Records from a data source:
==*==
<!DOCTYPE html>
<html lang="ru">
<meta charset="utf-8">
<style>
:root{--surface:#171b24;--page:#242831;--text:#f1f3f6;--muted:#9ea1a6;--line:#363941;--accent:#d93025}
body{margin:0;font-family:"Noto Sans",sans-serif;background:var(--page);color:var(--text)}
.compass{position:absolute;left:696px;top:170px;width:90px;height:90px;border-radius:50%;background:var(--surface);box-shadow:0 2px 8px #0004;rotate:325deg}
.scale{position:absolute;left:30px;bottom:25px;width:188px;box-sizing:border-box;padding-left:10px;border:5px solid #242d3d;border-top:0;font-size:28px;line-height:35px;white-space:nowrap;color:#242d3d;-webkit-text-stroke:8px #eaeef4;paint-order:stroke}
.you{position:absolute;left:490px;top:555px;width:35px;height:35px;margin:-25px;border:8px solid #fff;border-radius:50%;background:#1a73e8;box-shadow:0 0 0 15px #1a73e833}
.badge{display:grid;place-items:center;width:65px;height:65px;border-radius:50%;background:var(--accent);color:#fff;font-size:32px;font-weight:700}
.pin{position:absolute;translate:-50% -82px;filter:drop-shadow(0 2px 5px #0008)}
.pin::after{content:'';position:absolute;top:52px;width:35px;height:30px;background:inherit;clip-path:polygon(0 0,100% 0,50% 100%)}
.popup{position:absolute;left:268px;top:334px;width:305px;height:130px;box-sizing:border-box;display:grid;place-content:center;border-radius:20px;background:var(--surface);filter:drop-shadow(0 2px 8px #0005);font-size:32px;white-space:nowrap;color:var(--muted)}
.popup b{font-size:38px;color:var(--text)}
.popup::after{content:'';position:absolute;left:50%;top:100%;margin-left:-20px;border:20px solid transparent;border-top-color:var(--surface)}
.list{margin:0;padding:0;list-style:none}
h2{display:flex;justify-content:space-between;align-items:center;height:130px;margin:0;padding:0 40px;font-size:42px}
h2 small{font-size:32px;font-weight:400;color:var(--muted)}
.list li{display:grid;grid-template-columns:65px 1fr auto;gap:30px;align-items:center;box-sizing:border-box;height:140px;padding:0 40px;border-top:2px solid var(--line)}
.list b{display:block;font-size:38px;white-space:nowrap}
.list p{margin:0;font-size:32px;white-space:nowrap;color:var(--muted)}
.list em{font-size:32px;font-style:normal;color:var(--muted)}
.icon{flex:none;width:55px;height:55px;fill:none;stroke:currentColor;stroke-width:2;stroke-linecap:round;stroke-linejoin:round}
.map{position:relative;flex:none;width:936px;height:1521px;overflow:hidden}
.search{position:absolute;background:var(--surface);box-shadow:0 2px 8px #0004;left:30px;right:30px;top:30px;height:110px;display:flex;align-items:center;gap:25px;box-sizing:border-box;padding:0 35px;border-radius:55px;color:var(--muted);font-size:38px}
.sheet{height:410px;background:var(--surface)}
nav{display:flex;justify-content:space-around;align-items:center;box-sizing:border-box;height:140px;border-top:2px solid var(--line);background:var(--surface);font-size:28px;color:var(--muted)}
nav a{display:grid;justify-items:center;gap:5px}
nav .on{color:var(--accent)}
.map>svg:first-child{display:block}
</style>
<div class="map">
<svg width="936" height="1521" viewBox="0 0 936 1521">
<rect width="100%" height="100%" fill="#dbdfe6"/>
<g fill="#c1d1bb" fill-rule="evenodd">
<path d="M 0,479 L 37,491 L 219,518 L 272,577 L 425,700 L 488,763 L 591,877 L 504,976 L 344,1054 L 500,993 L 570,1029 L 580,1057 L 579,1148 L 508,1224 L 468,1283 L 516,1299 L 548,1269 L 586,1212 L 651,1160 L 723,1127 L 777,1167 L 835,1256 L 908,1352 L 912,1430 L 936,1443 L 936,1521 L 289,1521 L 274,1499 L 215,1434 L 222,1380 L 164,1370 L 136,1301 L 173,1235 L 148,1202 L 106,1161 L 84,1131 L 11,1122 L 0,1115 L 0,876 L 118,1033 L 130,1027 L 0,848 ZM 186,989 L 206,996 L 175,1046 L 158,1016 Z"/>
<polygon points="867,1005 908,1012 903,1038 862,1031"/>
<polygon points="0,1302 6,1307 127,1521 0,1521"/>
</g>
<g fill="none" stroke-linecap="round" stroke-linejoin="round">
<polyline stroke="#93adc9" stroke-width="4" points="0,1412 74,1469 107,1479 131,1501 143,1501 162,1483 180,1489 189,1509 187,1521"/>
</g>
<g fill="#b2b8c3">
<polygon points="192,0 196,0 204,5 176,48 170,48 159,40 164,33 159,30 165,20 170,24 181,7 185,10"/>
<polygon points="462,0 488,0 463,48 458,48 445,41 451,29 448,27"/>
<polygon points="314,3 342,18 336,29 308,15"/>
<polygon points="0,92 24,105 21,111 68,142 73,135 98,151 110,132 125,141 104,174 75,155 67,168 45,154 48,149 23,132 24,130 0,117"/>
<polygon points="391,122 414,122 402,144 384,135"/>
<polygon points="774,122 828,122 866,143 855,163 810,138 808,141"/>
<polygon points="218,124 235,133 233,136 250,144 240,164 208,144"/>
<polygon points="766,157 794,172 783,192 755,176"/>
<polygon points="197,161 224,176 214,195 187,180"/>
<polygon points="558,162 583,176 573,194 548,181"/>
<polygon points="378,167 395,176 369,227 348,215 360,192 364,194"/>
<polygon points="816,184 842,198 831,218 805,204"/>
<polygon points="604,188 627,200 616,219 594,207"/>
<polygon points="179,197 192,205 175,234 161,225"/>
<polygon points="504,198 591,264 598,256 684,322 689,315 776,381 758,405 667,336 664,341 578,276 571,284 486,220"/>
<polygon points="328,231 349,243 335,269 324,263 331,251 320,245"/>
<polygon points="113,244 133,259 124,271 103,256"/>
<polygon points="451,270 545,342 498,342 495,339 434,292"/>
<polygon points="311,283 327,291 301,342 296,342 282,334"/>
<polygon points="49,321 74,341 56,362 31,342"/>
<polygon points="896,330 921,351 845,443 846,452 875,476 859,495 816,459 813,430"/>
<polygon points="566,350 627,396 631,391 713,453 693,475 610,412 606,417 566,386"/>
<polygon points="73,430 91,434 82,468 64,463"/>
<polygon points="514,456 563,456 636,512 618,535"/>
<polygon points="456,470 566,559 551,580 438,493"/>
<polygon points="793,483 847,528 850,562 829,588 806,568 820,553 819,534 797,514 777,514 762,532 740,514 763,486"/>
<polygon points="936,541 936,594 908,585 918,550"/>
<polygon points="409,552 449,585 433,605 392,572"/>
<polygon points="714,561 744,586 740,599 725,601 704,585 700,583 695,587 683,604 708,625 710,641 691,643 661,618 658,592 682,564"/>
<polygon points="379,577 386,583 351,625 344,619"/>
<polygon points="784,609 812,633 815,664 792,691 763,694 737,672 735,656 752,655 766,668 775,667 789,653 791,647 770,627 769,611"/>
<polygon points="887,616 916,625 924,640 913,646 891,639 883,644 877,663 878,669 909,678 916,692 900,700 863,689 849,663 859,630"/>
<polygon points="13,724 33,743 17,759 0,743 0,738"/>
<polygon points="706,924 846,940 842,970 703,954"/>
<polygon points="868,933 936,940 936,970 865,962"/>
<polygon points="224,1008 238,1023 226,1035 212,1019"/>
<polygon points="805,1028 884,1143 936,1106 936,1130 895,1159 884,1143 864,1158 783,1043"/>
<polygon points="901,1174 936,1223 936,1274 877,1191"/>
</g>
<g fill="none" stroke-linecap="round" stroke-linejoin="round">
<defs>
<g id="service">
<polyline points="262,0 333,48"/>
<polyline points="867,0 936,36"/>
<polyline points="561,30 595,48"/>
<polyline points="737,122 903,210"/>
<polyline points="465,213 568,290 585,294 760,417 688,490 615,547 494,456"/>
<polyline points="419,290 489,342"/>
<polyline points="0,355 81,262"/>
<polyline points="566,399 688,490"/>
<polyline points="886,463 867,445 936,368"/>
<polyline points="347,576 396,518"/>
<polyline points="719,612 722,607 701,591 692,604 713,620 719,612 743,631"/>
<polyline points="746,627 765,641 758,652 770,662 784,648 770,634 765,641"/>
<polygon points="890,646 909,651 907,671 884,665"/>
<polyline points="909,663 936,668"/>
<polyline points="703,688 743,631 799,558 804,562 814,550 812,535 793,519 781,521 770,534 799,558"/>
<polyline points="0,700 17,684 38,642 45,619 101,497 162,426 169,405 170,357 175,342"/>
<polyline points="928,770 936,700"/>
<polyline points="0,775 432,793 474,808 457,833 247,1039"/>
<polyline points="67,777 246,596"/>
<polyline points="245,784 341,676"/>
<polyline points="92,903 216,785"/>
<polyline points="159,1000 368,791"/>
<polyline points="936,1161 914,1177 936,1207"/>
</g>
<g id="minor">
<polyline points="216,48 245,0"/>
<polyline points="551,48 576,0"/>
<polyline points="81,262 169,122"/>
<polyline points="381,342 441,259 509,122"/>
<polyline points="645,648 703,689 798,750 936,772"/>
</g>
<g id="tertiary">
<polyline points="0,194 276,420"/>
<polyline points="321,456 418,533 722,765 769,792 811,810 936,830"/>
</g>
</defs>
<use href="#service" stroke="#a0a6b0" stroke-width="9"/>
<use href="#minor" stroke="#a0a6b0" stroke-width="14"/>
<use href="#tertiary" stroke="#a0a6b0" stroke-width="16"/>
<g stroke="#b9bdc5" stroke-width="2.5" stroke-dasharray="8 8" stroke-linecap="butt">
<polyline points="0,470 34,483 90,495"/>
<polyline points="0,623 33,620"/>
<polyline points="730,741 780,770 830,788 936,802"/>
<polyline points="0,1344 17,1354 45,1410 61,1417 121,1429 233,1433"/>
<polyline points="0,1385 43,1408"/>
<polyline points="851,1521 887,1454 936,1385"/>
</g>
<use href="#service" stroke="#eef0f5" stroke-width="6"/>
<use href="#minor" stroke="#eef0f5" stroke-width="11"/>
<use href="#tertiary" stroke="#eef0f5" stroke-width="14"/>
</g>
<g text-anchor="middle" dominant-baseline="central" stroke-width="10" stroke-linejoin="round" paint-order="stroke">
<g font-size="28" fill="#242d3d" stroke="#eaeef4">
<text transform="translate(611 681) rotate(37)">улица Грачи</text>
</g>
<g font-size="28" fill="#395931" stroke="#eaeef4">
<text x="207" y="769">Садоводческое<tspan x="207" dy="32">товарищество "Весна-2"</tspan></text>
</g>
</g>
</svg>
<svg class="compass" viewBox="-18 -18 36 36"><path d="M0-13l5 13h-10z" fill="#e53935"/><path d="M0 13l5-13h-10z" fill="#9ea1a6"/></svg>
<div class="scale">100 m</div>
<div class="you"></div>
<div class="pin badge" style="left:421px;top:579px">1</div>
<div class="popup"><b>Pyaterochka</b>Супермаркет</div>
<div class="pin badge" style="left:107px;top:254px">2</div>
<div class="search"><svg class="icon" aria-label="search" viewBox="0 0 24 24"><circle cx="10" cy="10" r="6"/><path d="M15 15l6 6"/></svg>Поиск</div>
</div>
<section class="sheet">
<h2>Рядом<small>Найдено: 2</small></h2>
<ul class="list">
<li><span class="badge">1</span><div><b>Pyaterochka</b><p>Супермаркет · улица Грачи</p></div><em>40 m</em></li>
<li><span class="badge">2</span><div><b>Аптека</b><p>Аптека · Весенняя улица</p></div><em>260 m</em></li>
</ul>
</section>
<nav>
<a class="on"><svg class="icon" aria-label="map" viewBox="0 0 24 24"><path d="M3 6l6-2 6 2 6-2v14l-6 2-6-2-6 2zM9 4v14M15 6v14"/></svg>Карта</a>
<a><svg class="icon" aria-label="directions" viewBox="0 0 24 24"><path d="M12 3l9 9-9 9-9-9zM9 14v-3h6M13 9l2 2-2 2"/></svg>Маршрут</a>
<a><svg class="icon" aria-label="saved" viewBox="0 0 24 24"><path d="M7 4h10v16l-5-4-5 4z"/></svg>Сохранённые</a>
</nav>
==*==
TASK BRIEF: If a line above includes the string "href", pick it out.

ANSWER BOX:
<use href="#service" stroke="#a0a6b0" stroke-width="9"/>
<use href="#minor" stroke="#a0a6b0" stroke-width="14"/>
<use href="#tertiary" stroke="#a0a6b0" stroke-width="16"/>
<use href="#service" stroke="#eef0f5" stroke-width="6"/>
<use href="#minor" stroke="#eef0f5" stroke-width="11"/>
<use href="#tertiary" stroke="#eef0f5" stroke-width="14"/>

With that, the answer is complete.